JAKARTA (kabarpublik.id) – Musisi Endah Widiastuti dari duo Endah N Rhesa menekankan pentingnya penguatan perlindungan hak cipta lagu bagi para kreator musik di Indonesia. Menurutnya, pemerintah perlu menghadirkan langkah konkret untuk memberikan rasa aman kepada para pencipta karya.
Saat ditemui di Stasiun MRT Jakarta Bundaran HI, Minggu, Endah berharap Pemerintah Provinsi DKI Jakarta dapat berperan aktif dalam memperkuat sistem perlindungan bagi musisi dan pelaku industri kreatif.
“Mudah-mudahan banyak proteksi yang bisa dilakukan oleh pemerintah maupun pihak-pihak yang menyadari pentingnya perlindungan tersebut,” ujar Endah.
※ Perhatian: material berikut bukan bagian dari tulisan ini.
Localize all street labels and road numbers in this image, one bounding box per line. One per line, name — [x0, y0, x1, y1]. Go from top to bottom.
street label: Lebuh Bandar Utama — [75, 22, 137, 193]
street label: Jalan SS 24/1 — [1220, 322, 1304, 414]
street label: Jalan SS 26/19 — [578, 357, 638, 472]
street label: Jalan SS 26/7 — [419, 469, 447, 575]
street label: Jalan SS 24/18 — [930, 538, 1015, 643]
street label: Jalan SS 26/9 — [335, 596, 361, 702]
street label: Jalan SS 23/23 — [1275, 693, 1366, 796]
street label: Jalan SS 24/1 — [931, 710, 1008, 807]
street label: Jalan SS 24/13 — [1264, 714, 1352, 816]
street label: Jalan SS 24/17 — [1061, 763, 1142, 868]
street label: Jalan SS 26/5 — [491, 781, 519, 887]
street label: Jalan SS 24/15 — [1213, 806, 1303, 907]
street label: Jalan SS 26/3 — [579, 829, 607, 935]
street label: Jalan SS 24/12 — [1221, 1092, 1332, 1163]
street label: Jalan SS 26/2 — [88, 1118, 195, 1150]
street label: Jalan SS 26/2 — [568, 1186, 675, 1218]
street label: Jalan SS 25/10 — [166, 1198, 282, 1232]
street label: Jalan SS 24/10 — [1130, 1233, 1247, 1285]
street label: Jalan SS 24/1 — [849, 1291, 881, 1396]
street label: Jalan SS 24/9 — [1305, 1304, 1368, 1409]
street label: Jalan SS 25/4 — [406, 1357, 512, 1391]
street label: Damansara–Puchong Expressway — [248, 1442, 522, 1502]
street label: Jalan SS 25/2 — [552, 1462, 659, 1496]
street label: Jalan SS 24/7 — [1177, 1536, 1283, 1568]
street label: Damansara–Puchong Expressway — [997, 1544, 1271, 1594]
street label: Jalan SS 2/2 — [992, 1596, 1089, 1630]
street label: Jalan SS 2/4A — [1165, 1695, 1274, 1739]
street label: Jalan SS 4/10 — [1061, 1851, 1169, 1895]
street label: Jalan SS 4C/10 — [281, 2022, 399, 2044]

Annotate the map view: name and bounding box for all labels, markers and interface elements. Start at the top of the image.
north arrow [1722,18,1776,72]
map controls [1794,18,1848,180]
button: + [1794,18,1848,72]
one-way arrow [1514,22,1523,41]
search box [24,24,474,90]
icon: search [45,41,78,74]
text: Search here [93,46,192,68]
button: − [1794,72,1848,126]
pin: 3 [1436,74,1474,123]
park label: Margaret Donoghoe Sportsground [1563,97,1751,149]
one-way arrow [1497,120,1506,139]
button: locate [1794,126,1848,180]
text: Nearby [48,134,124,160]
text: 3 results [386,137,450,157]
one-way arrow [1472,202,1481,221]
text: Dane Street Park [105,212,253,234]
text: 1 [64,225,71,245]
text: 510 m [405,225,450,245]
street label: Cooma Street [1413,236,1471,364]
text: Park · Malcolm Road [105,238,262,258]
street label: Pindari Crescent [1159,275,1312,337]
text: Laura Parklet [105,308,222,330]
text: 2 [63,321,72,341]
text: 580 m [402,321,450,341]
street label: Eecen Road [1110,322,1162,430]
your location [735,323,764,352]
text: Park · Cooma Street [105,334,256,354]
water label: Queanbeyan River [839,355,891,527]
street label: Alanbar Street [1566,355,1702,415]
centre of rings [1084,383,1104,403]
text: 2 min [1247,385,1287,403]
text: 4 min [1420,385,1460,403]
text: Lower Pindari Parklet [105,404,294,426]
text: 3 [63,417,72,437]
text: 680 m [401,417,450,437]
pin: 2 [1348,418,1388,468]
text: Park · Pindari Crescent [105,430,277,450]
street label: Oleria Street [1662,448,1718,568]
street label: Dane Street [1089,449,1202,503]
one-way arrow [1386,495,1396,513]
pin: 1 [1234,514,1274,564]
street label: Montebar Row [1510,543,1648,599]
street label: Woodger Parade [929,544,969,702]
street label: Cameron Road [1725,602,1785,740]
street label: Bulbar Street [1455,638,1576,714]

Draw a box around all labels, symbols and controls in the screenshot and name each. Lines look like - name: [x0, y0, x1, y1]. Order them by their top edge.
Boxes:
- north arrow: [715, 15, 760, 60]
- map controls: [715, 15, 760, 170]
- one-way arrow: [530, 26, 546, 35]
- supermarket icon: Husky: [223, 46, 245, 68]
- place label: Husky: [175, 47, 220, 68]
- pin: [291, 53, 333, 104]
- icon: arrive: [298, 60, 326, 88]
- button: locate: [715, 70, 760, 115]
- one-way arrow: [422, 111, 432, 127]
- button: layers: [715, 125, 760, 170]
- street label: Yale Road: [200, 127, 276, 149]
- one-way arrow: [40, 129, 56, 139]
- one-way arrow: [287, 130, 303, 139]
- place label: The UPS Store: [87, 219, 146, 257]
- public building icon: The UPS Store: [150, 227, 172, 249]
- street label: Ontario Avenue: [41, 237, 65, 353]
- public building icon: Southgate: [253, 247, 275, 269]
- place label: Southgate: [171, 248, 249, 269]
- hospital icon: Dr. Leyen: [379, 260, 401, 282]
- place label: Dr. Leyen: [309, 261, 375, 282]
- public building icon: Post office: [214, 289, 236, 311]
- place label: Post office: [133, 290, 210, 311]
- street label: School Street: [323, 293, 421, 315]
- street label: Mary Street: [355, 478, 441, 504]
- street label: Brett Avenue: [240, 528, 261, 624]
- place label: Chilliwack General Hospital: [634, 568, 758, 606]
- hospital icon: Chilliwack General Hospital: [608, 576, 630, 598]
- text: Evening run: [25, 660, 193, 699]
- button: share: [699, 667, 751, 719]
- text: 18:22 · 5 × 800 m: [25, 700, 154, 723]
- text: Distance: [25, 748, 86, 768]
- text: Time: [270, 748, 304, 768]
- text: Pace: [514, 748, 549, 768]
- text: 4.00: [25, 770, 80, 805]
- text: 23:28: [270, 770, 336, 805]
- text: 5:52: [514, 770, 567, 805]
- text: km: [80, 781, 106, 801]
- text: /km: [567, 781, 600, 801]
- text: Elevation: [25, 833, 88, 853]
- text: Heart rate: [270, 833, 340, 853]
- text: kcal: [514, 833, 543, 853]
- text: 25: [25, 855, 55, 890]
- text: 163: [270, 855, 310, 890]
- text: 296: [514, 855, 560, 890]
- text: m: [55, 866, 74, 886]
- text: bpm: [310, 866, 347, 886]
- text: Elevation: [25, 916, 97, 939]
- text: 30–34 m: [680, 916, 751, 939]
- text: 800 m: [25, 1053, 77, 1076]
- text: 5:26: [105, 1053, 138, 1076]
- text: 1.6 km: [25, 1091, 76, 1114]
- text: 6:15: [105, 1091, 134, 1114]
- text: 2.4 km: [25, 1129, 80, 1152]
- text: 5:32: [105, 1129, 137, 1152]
Ia menilai pemahaman mengenai kekayaan intelektual harus terus ditingkatkan dan menjangkau seluruh lapisan masyarakat. Kesadaran terhadap nilai hak cipta dinilai menjadi faktor penting untuk mengurangi praktik yang merugikan musisi, termasuk jual beli putus karya dengan nilai yang tidak sebanding.
“Semoga semua kalangan memahami bahwa kekayaan intelektual adalah sesuatu yang harus dihargai,” katanya.
Selain edukasi, Endah menekankan pentingnya aspek legalitas dalam setiap kerja sama kreatif. Ia menyarankan para musisi untuk selalu membuat perjanjian tertulis yang mengatur pembagian hak ekonomi, hak moral, serta jangka waktu kerja sama secara jelas dan transparan.
“Perjanjian itu penting karena mengatur pembagian hak ekonomi dan hak moral agar tidak hilang, sekaligus memberikan kejelasan mengenai jangka waktu kerja sama,” jelasnya.
Endah mencontohkan penerapan prinsip tersebut dalam Komunitas Earhouse Song Writing Club di Pamulang, Tangerang Selatan. Dalam proyek album mini yang diproduksi secara kolektif pada 2022, para peserta tetap memiliki hak penuh atas karya cipta mereka dengan sistem pembagian royalti yang transparan.
Ia berharap Pemerintah Provinsi DKI Jakarta turut mendukung pengembangan ekosistem musik melalui berbagai program pelatihan dan lokakarya profesional yang dapat meningkatkan kapasitas para pelaku industri.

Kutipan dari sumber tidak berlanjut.